(Exercise input)
===============
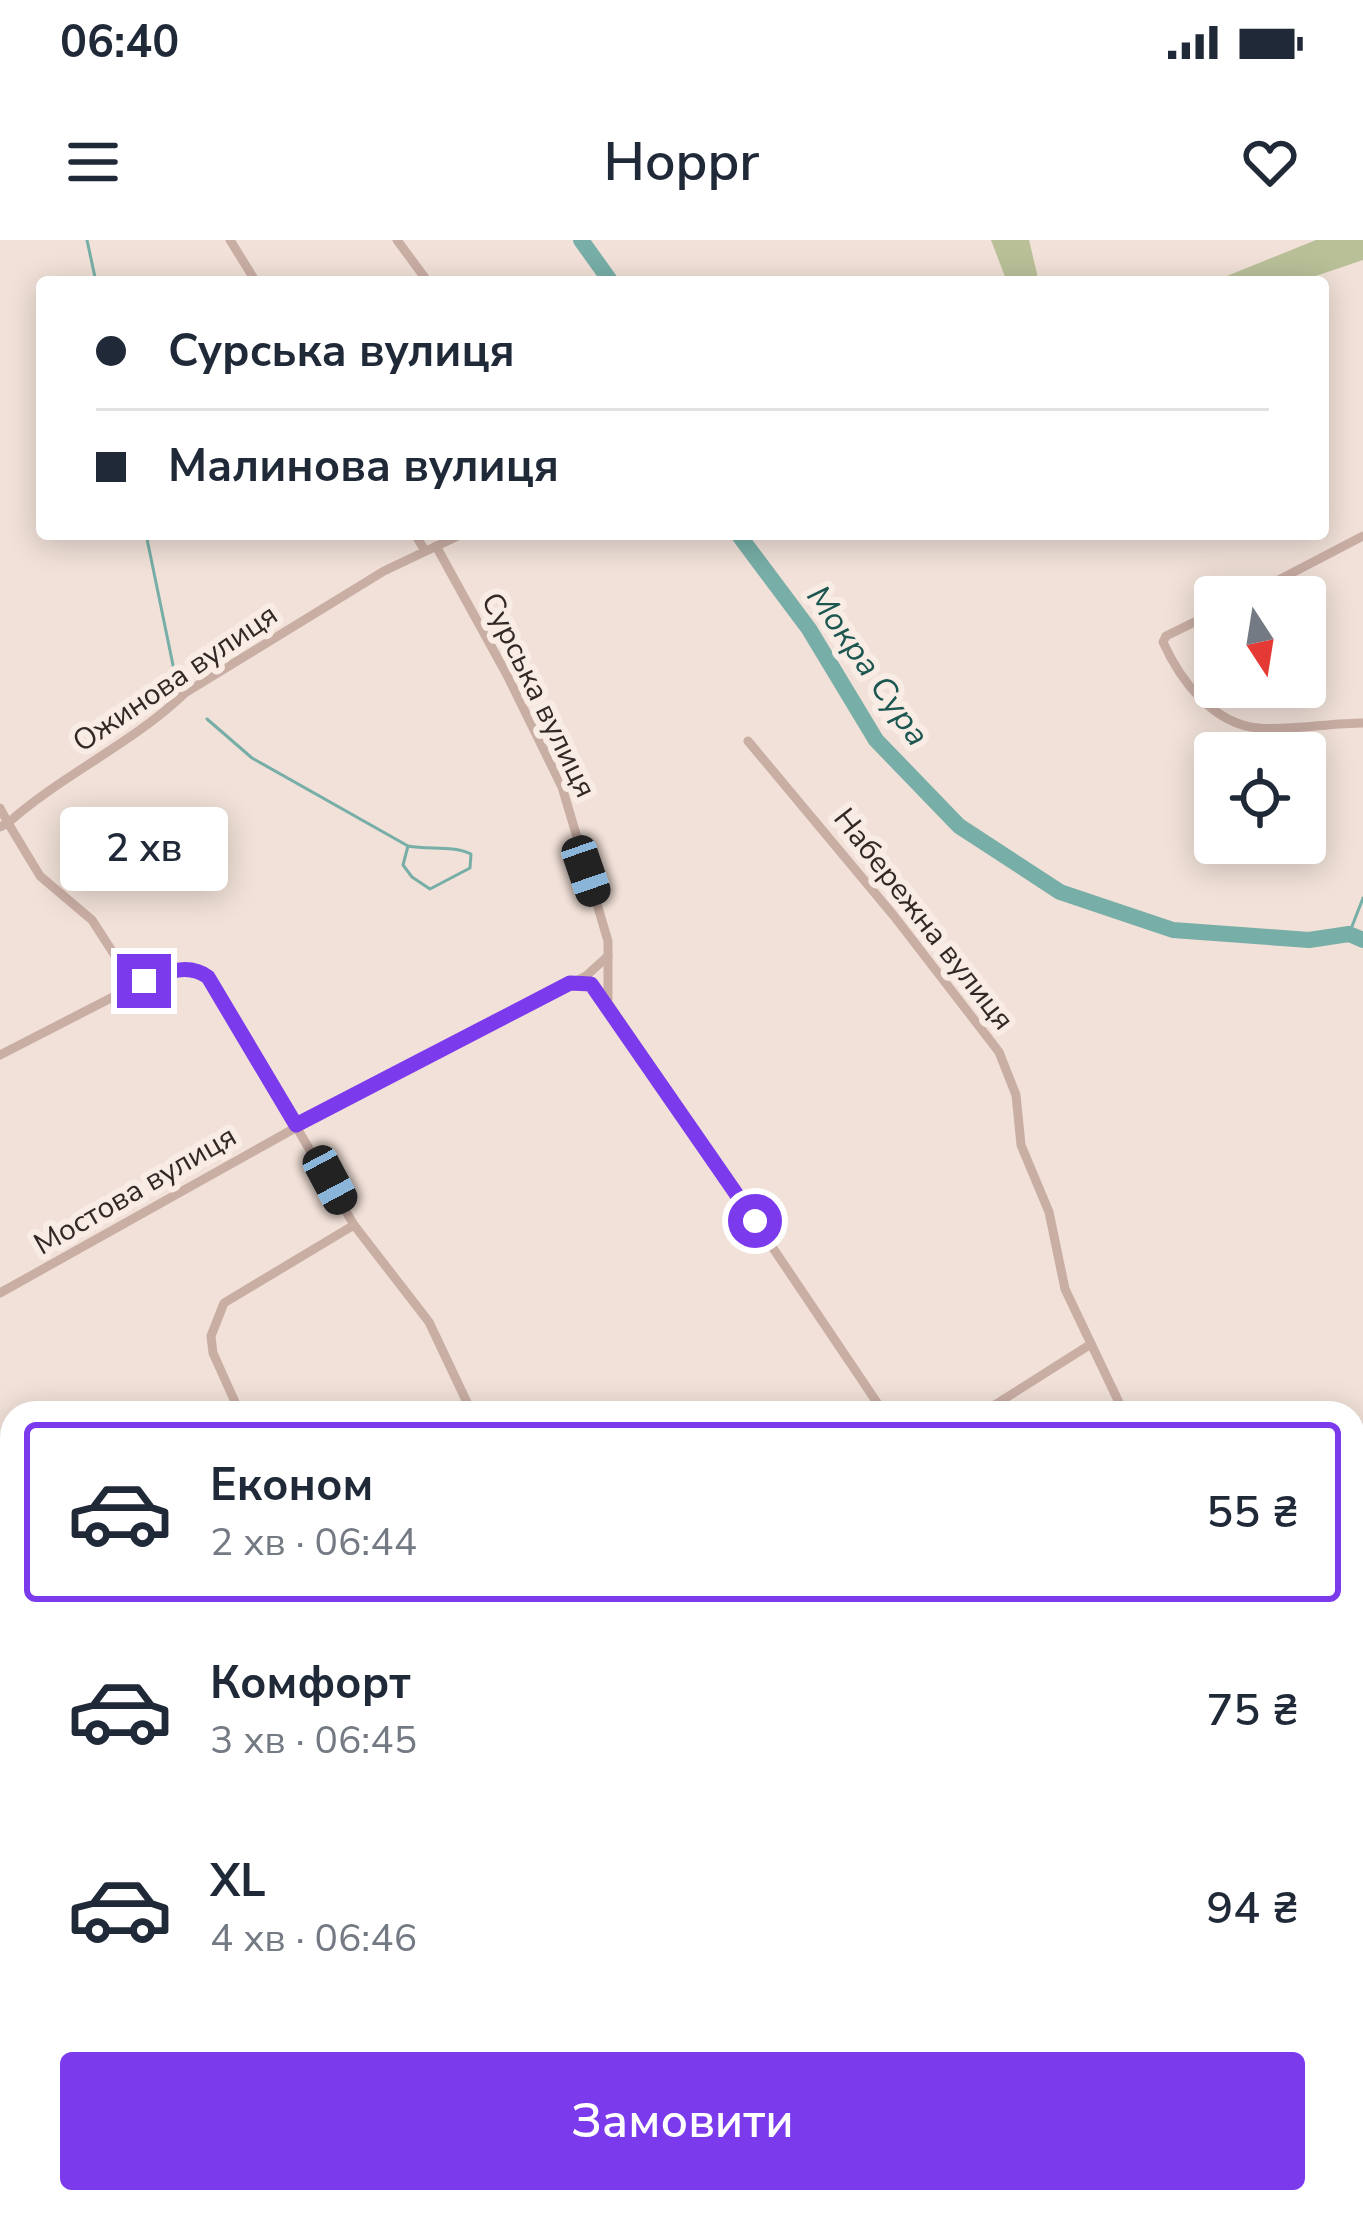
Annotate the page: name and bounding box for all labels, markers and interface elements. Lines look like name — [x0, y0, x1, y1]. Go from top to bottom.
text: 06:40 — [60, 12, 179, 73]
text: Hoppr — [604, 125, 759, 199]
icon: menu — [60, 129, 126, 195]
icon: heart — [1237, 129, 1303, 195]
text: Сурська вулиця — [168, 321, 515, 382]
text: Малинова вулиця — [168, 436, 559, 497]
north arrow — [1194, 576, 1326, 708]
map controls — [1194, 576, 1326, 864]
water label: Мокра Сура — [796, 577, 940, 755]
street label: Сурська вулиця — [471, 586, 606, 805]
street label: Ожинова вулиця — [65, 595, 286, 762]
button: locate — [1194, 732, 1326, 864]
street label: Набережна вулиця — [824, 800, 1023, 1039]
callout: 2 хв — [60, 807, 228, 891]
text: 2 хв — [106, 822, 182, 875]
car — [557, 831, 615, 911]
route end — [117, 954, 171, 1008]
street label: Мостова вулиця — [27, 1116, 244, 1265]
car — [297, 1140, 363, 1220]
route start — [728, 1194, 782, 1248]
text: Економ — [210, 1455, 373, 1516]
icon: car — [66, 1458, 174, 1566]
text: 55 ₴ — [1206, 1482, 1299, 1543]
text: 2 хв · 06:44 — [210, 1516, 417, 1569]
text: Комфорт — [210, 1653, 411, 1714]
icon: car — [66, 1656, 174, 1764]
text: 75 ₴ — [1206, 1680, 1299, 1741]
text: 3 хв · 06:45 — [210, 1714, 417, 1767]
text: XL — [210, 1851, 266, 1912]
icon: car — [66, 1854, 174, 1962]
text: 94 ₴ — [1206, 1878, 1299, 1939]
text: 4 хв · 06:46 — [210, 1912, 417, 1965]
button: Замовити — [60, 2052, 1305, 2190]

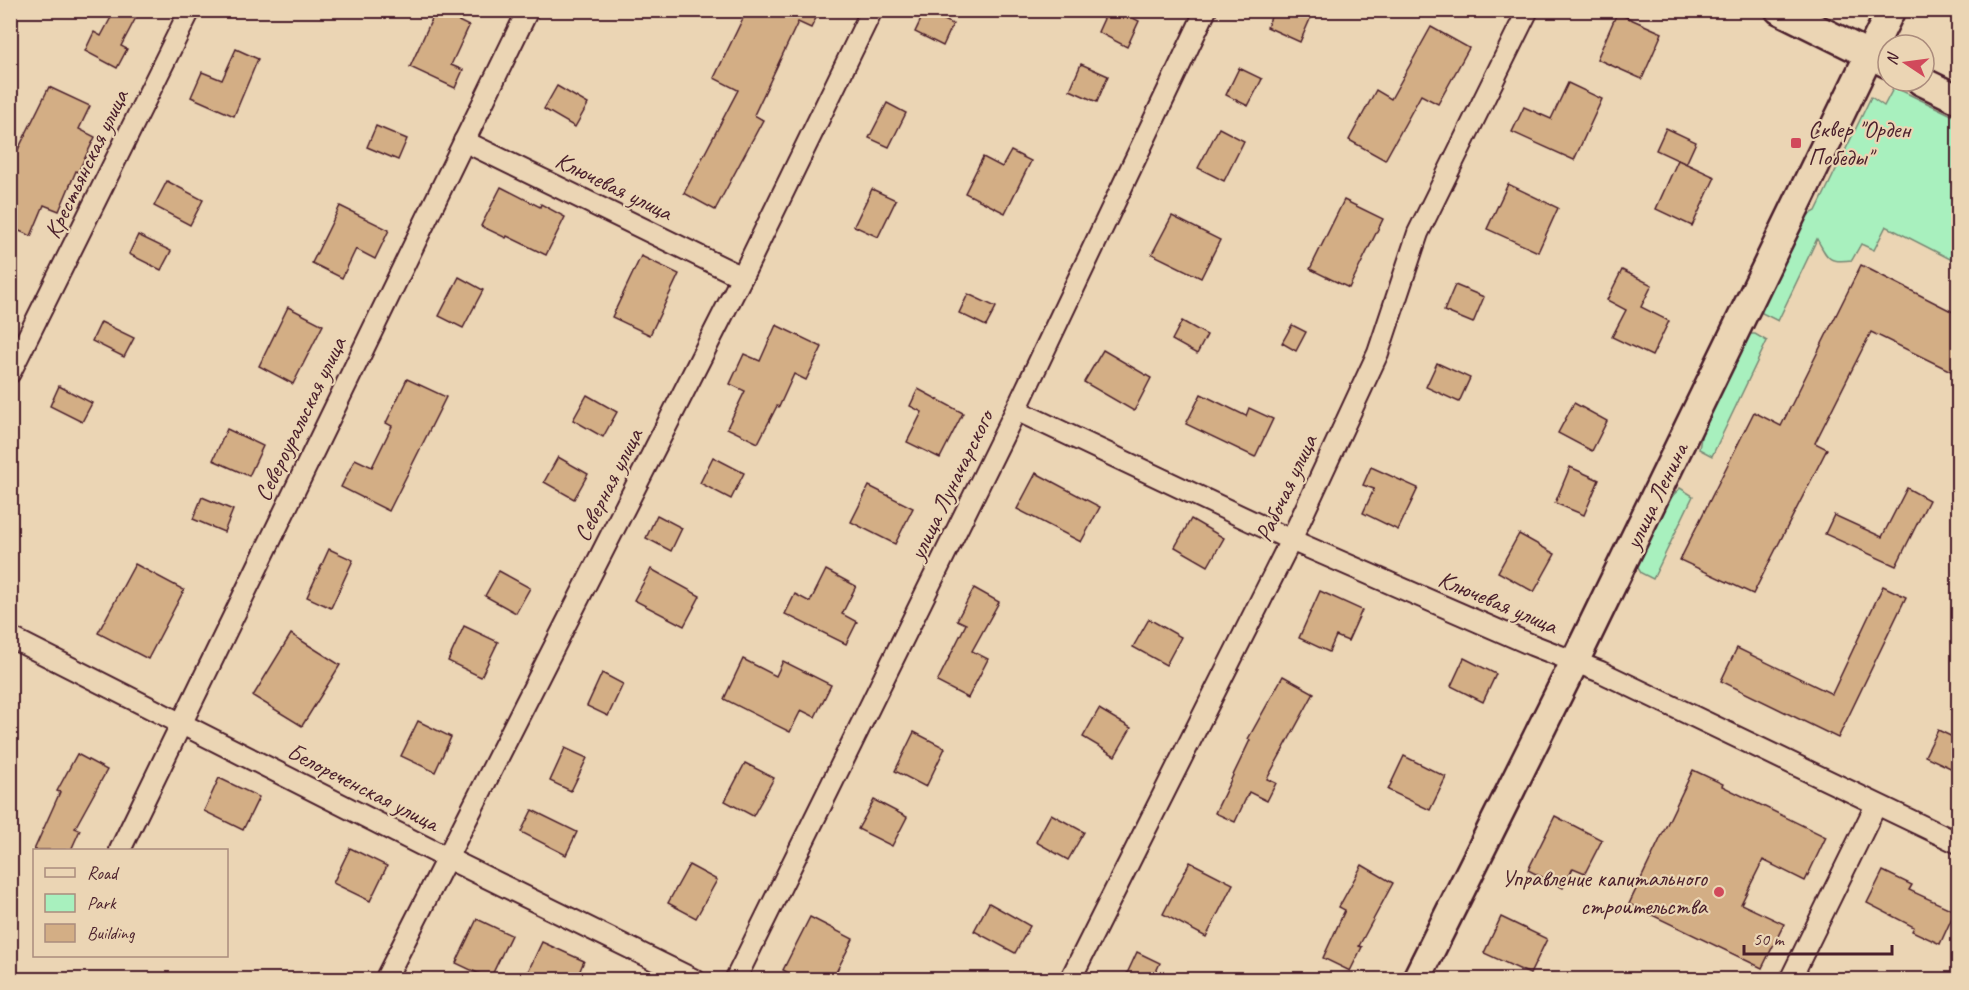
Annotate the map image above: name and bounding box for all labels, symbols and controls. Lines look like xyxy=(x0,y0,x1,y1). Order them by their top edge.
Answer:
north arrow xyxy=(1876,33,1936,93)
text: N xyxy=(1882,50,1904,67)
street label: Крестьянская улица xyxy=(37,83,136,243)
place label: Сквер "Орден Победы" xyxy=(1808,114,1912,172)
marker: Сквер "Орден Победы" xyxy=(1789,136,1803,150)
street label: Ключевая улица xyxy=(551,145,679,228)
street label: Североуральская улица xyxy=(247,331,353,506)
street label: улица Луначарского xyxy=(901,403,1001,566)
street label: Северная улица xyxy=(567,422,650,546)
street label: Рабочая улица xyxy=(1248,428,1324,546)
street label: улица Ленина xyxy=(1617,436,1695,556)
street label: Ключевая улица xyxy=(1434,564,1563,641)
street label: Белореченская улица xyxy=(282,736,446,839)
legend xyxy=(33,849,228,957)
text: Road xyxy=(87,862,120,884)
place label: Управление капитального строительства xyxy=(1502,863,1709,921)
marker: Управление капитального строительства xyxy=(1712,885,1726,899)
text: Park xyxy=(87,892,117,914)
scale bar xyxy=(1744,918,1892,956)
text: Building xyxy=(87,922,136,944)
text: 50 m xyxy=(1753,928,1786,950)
===============
(Problem to solve) Each entry is to be returned as it stands, and each picture is to be left out.

(Finished exercise)
Annotate the page: name and bounding box for all labels, markers and interface elements. Lines look like name — [x0, y0, x1, y1]. Go from top to bottom.
text: 06:40 — [60, 12, 179, 73]
text: Hoppr — [604, 125, 759, 199]
icon: menu — [60, 129, 126, 195]
icon: heart — [1237, 129, 1303, 195]
text: Сурська вулиця — [168, 321, 515, 382]
text: Малинова вулиця — [168, 436, 559, 497]
north arrow — [1194, 576, 1326, 708]
map controls — [1194, 576, 1326, 864]
water label: Мокра Сура — [796, 577, 940, 755]
street label: Сурська вулиця — [471, 586, 606, 805]
street label: Ожинова вулиця — [65, 595, 286, 762]
button: locate — [1194, 732, 1326, 864]
street label: Набережна вулиця — [824, 800, 1023, 1039]
callout: 2 хв — [60, 807, 228, 891]
text: 2 хв — [106, 822, 182, 875]
car — [557, 831, 615, 911]
route end — [117, 954, 171, 1008]
street label: Мостова вулиця — [27, 1116, 244, 1265]
car — [297, 1140, 363, 1220]
route start — [728, 1194, 782, 1248]
text: Економ — [210, 1455, 373, 1516]
icon: car — [66, 1458, 174, 1566]
text: 55 ₴ — [1206, 1482, 1299, 1543]
text: 2 хв · 06:44 — [210, 1516, 417, 1569]
text: Комфорт — [210, 1653, 411, 1714]
icon: car — [66, 1656, 174, 1764]
text: 75 ₴ — [1206, 1680, 1299, 1741]
text: 3 хв · 06:45 — [210, 1714, 417, 1767]
text: XL — [210, 1851, 266, 1912]
icon: car — [66, 1854, 174, 1962]
text: 94 ₴ — [1206, 1878, 1299, 1939]
text: 4 хв · 06:46 — [210, 1912, 417, 1965]
button: Замовити — [60, 2052, 1305, 2190]

Annotate the map image above: name and bounding box for all labels, symbols and controls. Lines look like xyxy=(x0,y0,x1,y1). Order them by their top edge.
Answer:
north arrow xyxy=(1876,33,1936,93)
text: N xyxy=(1882,50,1904,67)
street label: Крестьянская улица xyxy=(37,83,136,243)
place label: Сквер "Орден Победы" xyxy=(1808,114,1912,172)
marker: Сквер "Орден Победы" xyxy=(1789,136,1803,150)
street label: Ключевая улица xyxy=(551,145,679,228)
street label: Североуральская улица xyxy=(247,331,353,506)
street label: улица Луначарского xyxy=(901,403,1001,566)
street label: Северная улица xyxy=(567,422,650,546)
street label: Рабочая улица xyxy=(1248,428,1324,546)
street label: улица Ленина xyxy=(1617,436,1695,556)
street label: Ключевая улица xyxy=(1434,564,1563,641)
street label: Белореченская улица xyxy=(282,736,446,839)
legend xyxy=(33,849,228,957)
text: Road xyxy=(87,862,120,884)
place label: Управление капитального строительства xyxy=(1502,863,1709,921)
marker: Управление капитального строительства xyxy=(1712,885,1726,899)
text: Park xyxy=(87,892,117,914)
scale bar xyxy=(1744,918,1892,956)
text: Building xyxy=(87,922,136,944)
text: 50 m xyxy=(1753,928,1786,950)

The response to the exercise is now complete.